Stored data entries
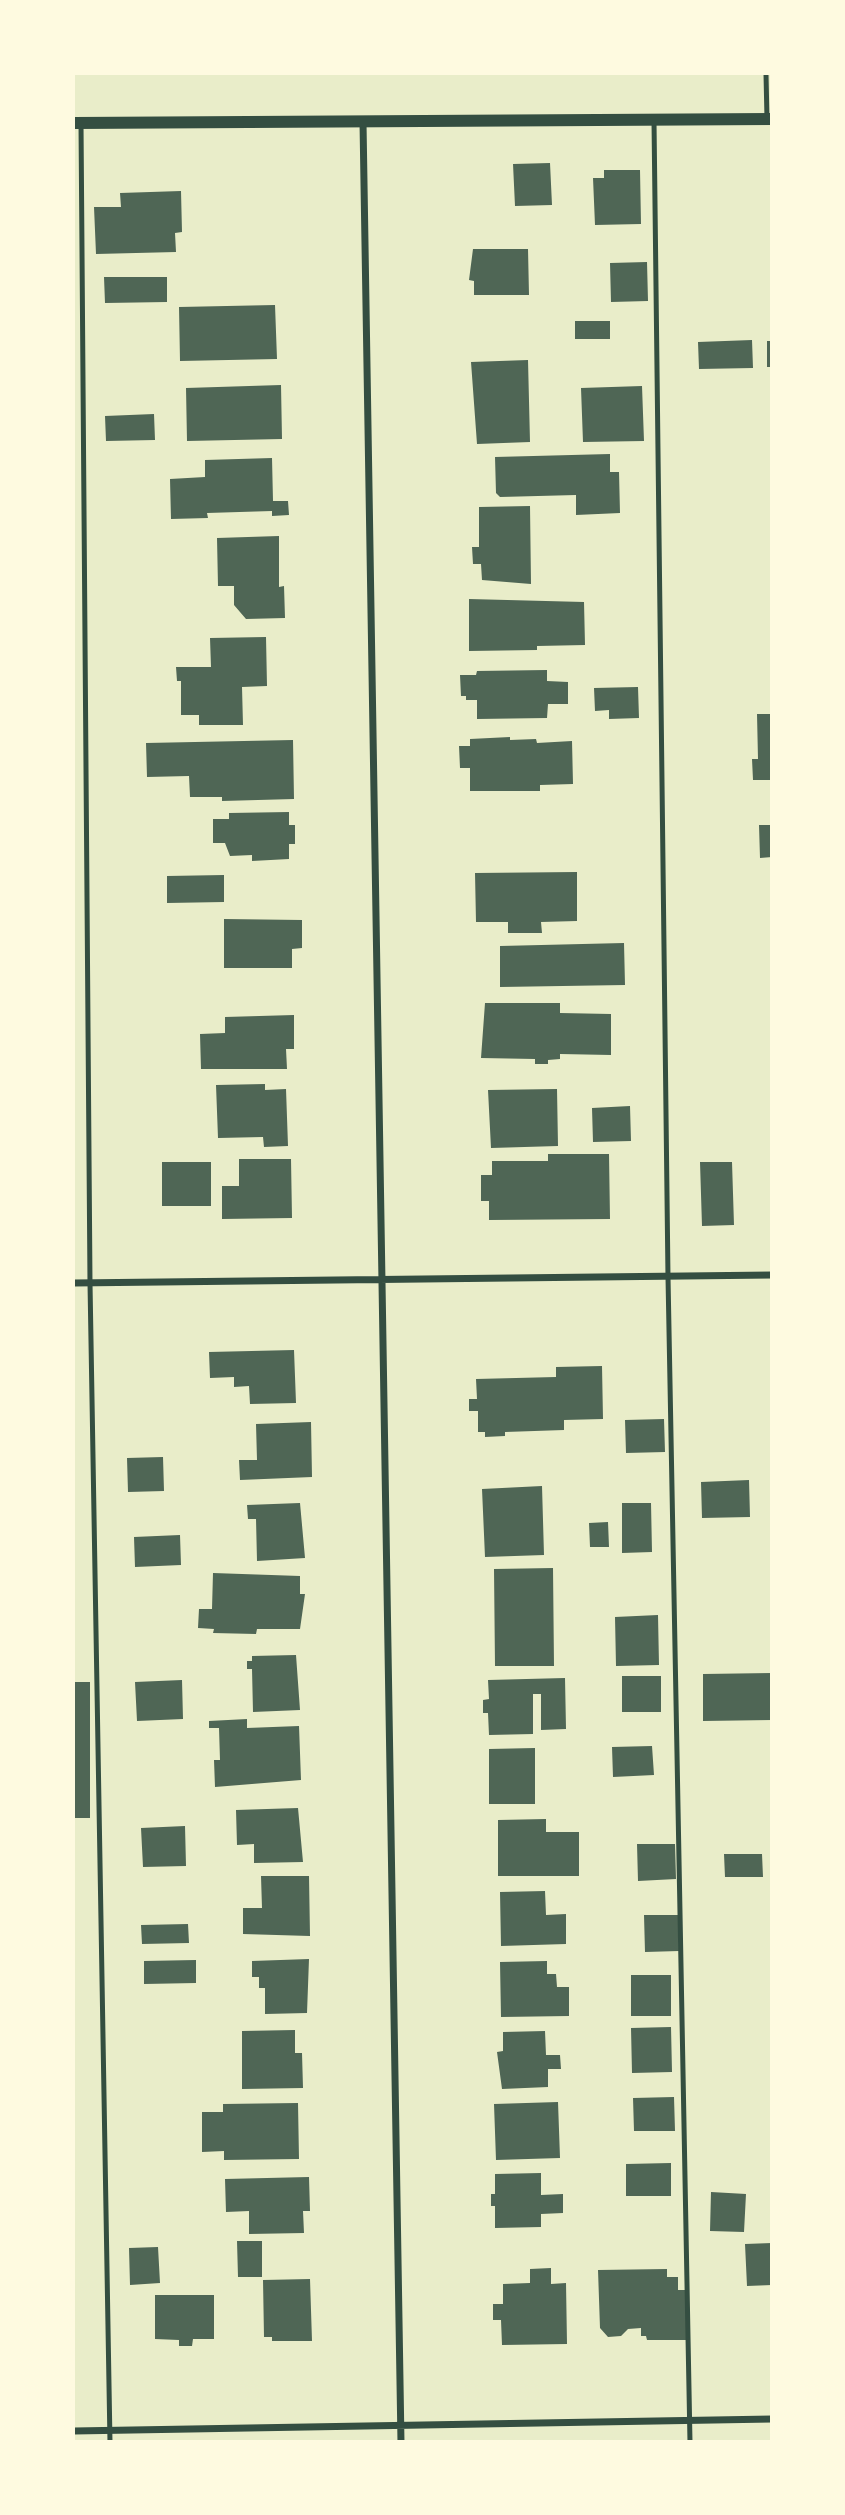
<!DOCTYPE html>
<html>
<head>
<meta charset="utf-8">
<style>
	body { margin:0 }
	#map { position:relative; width:845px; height:2515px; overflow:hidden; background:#e9edc9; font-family:Spectral,serif }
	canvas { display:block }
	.frame { position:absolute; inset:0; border:75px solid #fefae0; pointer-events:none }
</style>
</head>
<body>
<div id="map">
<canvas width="845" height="2515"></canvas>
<div class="frame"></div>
</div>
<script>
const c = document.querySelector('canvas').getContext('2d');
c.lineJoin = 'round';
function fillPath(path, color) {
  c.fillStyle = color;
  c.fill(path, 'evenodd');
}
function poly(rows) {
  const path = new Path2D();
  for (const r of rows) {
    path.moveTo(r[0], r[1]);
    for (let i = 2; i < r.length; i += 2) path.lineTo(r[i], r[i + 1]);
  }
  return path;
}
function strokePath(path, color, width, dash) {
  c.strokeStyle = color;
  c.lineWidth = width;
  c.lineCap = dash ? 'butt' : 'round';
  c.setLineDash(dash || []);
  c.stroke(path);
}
const building = poly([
	[550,163,552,205,515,206,513,164],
	[604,170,640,170,641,224,595,225,593,178,604,178],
	[181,191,182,232,175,233,176,252,96,254,94,207,121,207,120,193],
	[473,249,528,249,529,295,474,295,474,281,469,280],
	[647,262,648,301,611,302,610,263],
	[104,277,167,277,167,302,105,303],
	[275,305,277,359,180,361,179,307],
	[575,321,610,321,610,339,575,339],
	[752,340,753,368,699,369,698,342],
	[767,341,772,341,772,367,767,367],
	[528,360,530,442,477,444,471,362],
	[281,385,282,439,187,441,186,388],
	[642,386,644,441,583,442,581,388],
	[154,414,155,440,106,441,105,416],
	[610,454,610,472,619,472,620,513,576,515,576,495,500,497,496,493,495,457],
	[272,458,273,501,288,501,289,515,272,516,272,511,207,513,208,518,171,519,170,479,205,477,205,460],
	[530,506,531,584,482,580,481,564,473,564,472,547,479,547,479,507],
	[279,536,279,587,284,586,285,618,246,619,234,605,234,586,218,586,217,538],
	[469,599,584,602,585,645,537,646,537,650,469,651],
	[266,637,267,686,242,687,243,725,199,725,199,715,181,715,181,681,177,681,176,667,211,667,210,638],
	[547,670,547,681,568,682,568,704,548,704,547,718,477,719,477,700,466,700,466,696,461,696,460,675,476,675,477,671],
	[638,687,639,718,609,719,609,710,595,711,594,688],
	[757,714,772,714,772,780,753,780,752,759,758,759],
	[510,737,510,740,536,739,537,743,572,741,573,784,540,785,540,791,470,791,470,768,460,768,459,746,470,746,470,739],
	[293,740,294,799,222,801,222,797,190,797,189,776,147,777,146,743],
	[289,812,289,825,295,825,295,844,289,844,289,859,252,861,252,855,230,856,225,843,213,843,213,819,229,819,229,813],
	[759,825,772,825,772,857,760,858],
	[577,872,577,921,541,922,542,933,508,933,508,922,476,922,475,873],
	[224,875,224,902,167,903,167,876],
	[224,919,302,920,302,948,292,949,292,968,224,968],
	[624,943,625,985,500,987,500,946],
	[485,1003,560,1003,560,1013,611,1014,611,1055,560,1054,560,1059,548,1060,548,1064,535,1064,535,1059,481,1058],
	[294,1015,294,1049,286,1049,287,1069,201,1069,200,1034,225,1033,225,1017],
	[265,1084,265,1090,286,1089,288,1146,264,1147,263,1137,218,1138,216,1085],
	[557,1089,558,1146,491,1148,488,1090],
	[630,1106,631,1141,593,1142,592,1108],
	[548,1154,609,1154,610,1219,489,1220,489,1201,481,1201,481,1175,492,1175,492,1161,548,1161],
	[239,1159,291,1159,292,1218,222,1219,222,1186,239,1186],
	[162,1162,211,1162,211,1206,162,1206],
	[700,1162,732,1162,734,1225,702,1226],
	[294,1350,296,1403,250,1404,249,1386,234,1387,234,1377,210,1378,209,1352],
	[602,1366,603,1419,564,1420,564,1430,505,1432,505,1436,485,1437,485,1432,478,1432,478,1411,469,1411,469,1399,477,1399,476,1379,556,1377,556,1367],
	[664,1419,665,1452,626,1453,625,1420],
	[311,1422,312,1477,240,1480,239,1460,257,1460,256,1424],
	[163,1457,164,1491,128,1492,127,1458],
	[749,1480,750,1517,702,1518,701,1482],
	[542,1486,544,1555,485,1557,482,1489],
	[300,1503,305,1558,257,1561,256,1519,248,1519,247,1505],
	[622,1503,651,1503,652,1552,622,1553],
	[608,1522,609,1547,590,1547,589,1523],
	[180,1535,181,1565,135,1567,134,1537],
	[553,1568,554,1666,495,1666,494,1569],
	[213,1573,300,1576,300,1594,305,1594,300,1629,257,1629,256,1634,213,1633,214,1629,198,1628,199,1609,212,1609],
	[658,1615,659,1665,616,1666,615,1617],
	[296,1655,300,1710,253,1712,252,1669,247,1669,247,1661,252,1661,252,1656],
	[772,1673,772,1720,703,1721,703,1674],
	[622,1676,661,1676,661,1712,622,1712],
	[565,1678,566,1729,541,1730,541,1694,533,1694,533,1734,489,1735,488,1713,483,1713,483,1700,489,1699,488,1680],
	[182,1680,183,1719,137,1721,135,1682],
	[74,1682,90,1682,90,1818,74,1818],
	[247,1719,247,1728,299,1726,301,1780,215,1787,214,1760,220,1760,219,1728,209,1728,209,1721],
	[652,1746,654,1775,613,1777,612,1747],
	[535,1748,535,1804,489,1804,489,1749],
	[298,1808,303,1862,254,1863,254,1844,237,1845,236,1810],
	[546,1819,546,1832,579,1832,579,1876,498,1876,498,1820],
	[185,1826,186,1866,143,1867,141,1828],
	[637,1844,675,1844,676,1879,638,1881],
	[724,1854,762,1854,763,1877,725,1877],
	[261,1876,309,1876,310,1936,243,1934,243,1908,262,1908],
	[545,1891,546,1915,566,1914,566,1944,501,1946,500,1892],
	[644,1915,678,1915,679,1951,645,1952],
	[188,1924,189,1943,142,1944,141,1925],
	[309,1959,307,2013,265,2014,265,1988,259,1988,259,1977,252,1977,252,1961],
	[196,1960,196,1983,144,1984,144,1961],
	[547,1961,547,1974,556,1974,557,1987,569,1987,569,2016,501,2017,500,1962],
	[631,1975,671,1975,671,2016,631,2016],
	[671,2027,672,2072,632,2073,631,2028],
	[295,2030,295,2053,302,2053,303,2088,242,2089,242,2031],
	[545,2031,546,2055,560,2055,561,2069,548,2069,548,2087,502,2089,497,2052,503,2051,503,2032],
	[674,2097,675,2131,634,2131,633,2098],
	[558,2102,560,2158,496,2160,494,2104],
	[298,2103,299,2159,224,2160,224,2151,202,2152,202,2112,223,2112,223,2104],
	[671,2163,671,2196,626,2196,626,2164],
	[541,2173,541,2195,563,2194,563,2213,541,2214,541,2227,495,2228,495,2206,491,2206,491,2194,495,2194,495,2174],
	[309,2177,310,2211,303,2211,304,2233,249,2234,249,2211,226,2212,225,2179],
	[711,2192,746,2194,744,2232,710,2231],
	[237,2241,262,2241,262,2277,238,2277],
	[772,2243,772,2285,747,2286,745,2244],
	[158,2247,160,2283,130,2285,129,2248],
	[551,2268,551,2284,566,2283,567,2344,502,2345,501,2320,493,2320,493,2304,503,2304,503,2284,530,2283,530,2269],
	[667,2269,667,2277,678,2277,678,2290,686,2290,687,2340,647,2340,646,2336,641,2336,641,2328,628,2329,621,2336,608,2337,600,2328,598,2270],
	[310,2279,312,2341,272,2341,272,2337,264,2337,263,2280],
	[155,2295,214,2295,214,2339,193,2339,192,2346,179,2346,179,2340,155,2339]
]);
const service = poly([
	[766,74,767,119],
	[654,121,668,1277,690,2442],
	[81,123,90,1283,110,2442]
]);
const minor = poly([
	[363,122,401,2442],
	[74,1283,772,1275],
	[74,2431,772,2419]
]);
const tertiary = poly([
	[74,123,772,119]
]);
fillPath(building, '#4f6655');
strokePath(service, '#344e41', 5);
strokePath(minor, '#344e41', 7);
strokePath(tertiary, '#344e41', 12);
</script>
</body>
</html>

> _Problem_
Extract all lines of the records above that include "canvas".

> _Written reply_
	canvas { display:block }
<canvas width="845" height="2515"></canvas>
const c = document.querySelector('canvas').getContext('2d');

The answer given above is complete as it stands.